Exercise: Pictures excluded, reproduce exactly the lines below from the one with "Annotation task. Extract" through the one with "Input: one rendered map. Dump", both included.

··· The records ···

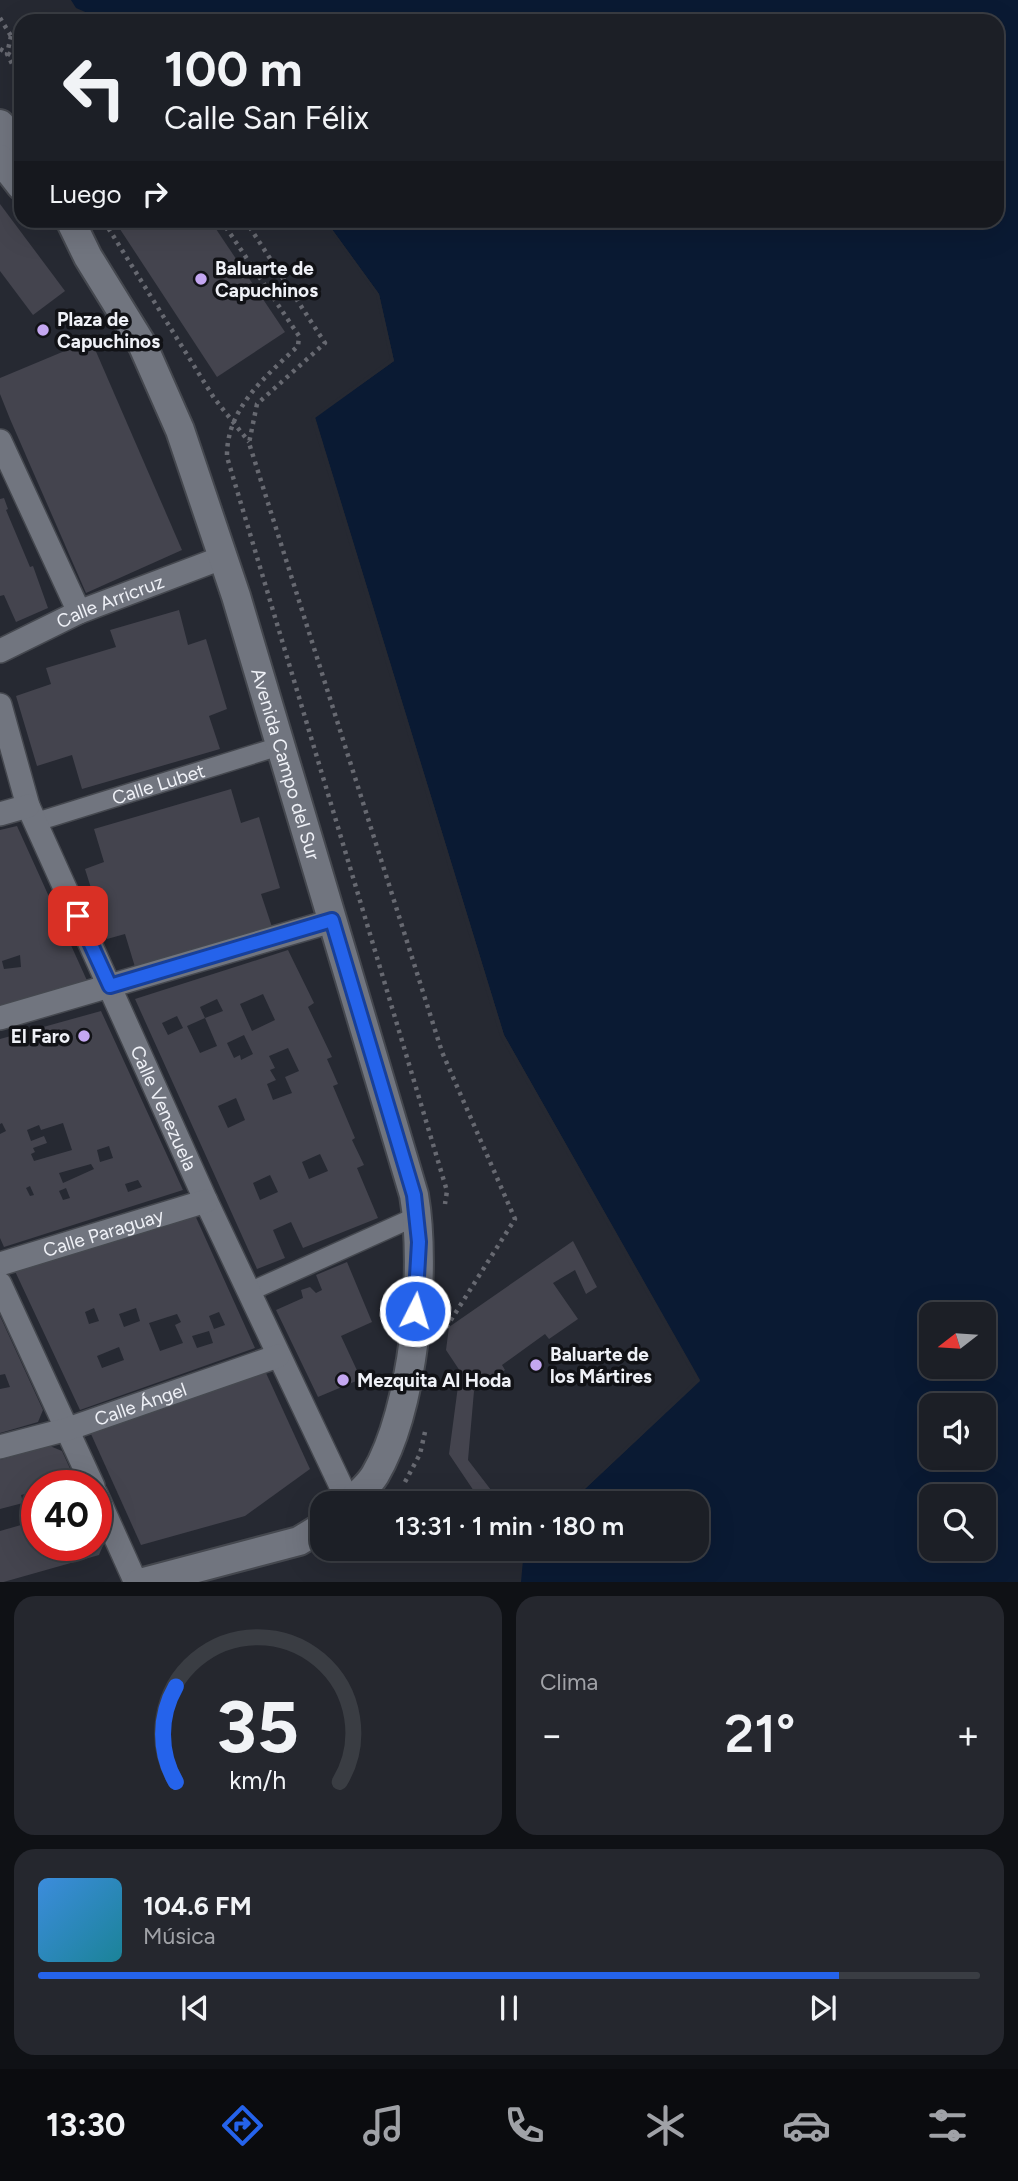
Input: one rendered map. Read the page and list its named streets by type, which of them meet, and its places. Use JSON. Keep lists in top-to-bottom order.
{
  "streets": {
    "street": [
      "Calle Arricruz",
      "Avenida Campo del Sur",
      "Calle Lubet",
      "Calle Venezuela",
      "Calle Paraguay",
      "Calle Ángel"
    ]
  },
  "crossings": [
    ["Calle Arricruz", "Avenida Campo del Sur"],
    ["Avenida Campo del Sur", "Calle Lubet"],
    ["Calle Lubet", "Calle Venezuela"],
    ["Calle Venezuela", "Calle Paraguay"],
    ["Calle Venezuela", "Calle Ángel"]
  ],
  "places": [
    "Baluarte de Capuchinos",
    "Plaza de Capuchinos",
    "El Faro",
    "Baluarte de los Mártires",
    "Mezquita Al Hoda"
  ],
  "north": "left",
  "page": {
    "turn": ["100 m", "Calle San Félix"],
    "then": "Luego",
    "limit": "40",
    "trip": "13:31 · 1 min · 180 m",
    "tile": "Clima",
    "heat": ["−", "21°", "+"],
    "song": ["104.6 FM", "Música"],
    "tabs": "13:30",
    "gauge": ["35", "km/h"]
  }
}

···
··· The records ···

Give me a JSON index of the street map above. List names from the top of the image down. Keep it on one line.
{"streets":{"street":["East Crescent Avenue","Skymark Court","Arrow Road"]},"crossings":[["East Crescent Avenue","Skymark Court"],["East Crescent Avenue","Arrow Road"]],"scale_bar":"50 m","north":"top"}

···
··· The records ···

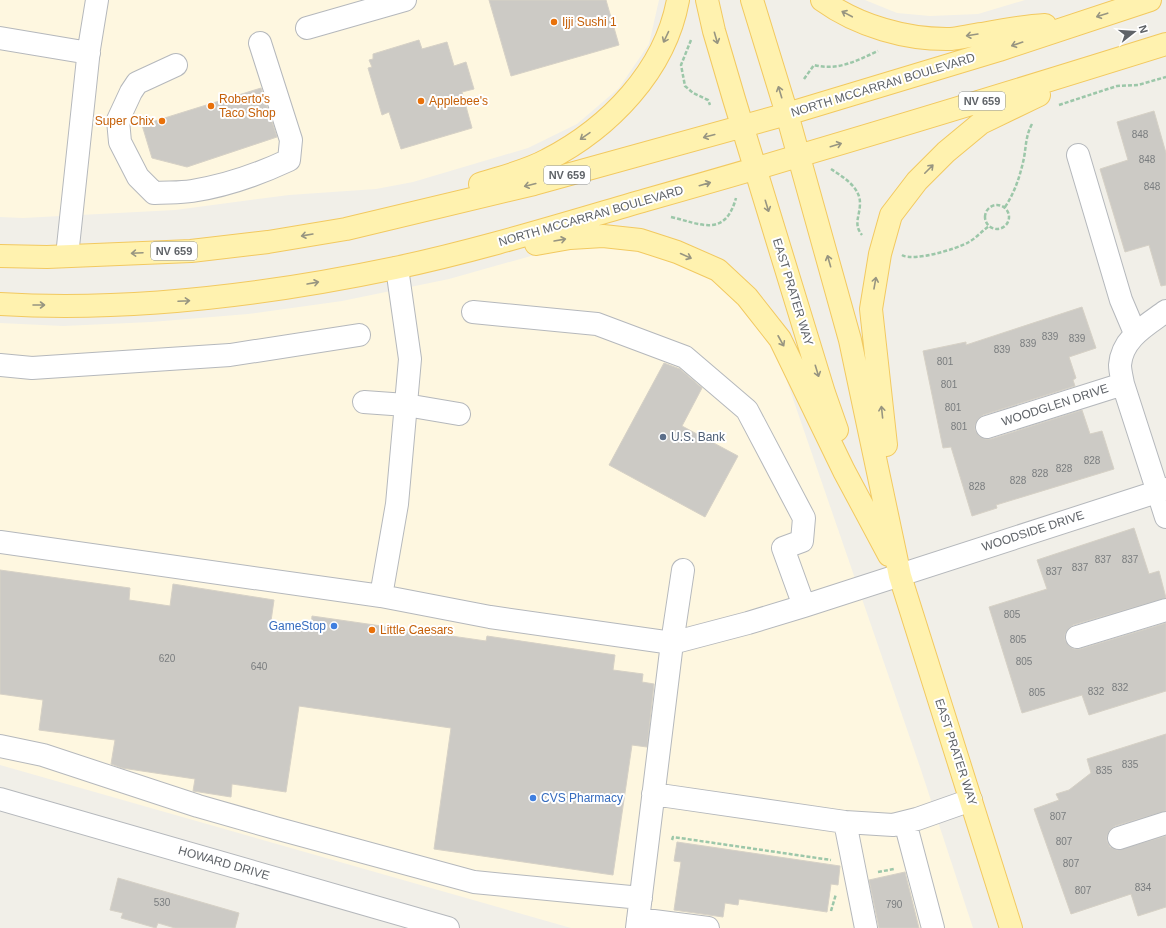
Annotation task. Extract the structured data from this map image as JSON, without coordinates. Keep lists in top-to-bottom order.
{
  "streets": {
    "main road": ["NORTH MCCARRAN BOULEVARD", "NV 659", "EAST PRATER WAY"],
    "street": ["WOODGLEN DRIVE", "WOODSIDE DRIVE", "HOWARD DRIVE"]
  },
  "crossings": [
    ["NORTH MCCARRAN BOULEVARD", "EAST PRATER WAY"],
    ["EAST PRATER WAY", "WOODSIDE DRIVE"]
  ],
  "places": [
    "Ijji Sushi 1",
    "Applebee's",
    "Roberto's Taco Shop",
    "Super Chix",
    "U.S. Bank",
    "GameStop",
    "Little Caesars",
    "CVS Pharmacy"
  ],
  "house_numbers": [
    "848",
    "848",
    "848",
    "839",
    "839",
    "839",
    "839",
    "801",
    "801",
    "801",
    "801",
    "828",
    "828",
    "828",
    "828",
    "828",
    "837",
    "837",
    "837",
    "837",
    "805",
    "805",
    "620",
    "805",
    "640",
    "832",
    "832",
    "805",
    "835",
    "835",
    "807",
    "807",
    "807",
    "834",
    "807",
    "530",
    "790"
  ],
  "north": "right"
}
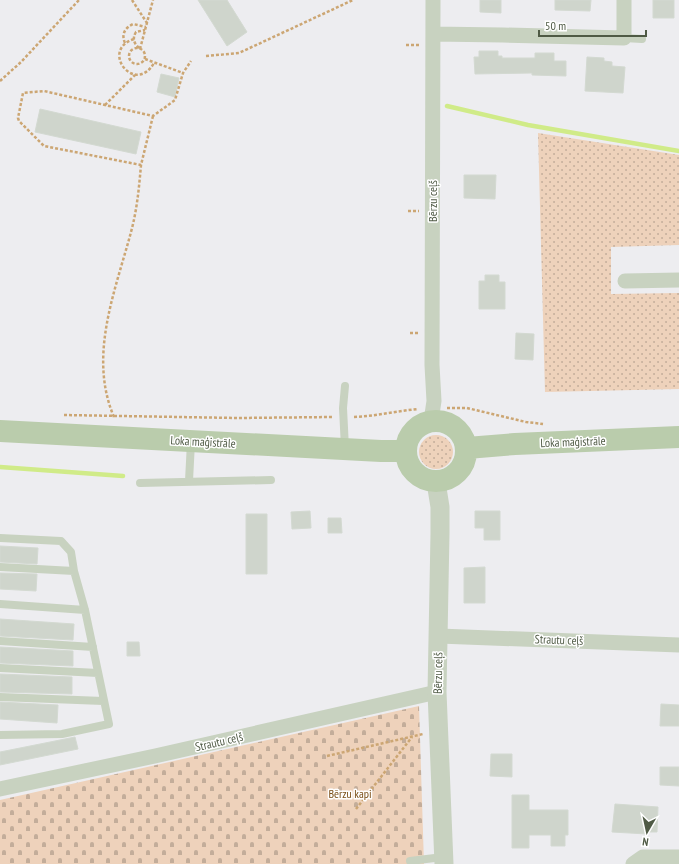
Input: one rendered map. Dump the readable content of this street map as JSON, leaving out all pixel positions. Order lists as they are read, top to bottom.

···

Finished task:
Annotation task. Extract the structured data from this map image as JSON, without coordinates. Keep lists in top-to-bottom order.
{
  "streets": {
    "main road": ["NORTH MCCARRAN BOULEVARD", "NV 659", "EAST PRATER WAY"],
    "street": ["WOODGLEN DRIVE", "WOODSIDE DRIVE", "HOWARD DRIVE"]
  },
  "crossings": [
    ["NORTH MCCARRAN BOULEVARD", "EAST PRATER WAY"],
    ["EAST PRATER WAY", "WOODSIDE DRIVE"]
  ],
  "places": [
    "Ijji Sushi 1",
    "Applebee's",
    "Roberto's Taco Shop",
    "Super Chix",
    "U.S. Bank",
    "GameStop",
    "Little Caesars",
    "CVS Pharmacy"
  ],
  "house_numbers": [
    "848",
    "848",
    "848",
    "839",
    "839",
    "839",
    "839",
    "801",
    "801",
    "801",
    "801",
    "828",
    "828",
    "828",
    "828",
    "828",
    "837",
    "837",
    "837",
    "837",
    "805",
    "805",
    "620",
    "805",
    "640",
    "832",
    "832",
    "805",
    "835",
    "835",
    "807",
    "807",
    "807",
    "834",
    "807",
    "530",
    "790"
  ],
  "north": "right"
}
Input: one rendered map. Dump the readable content of this street map as JSON, leaving out all pixel positions. Order lists as they are read, top to bottom.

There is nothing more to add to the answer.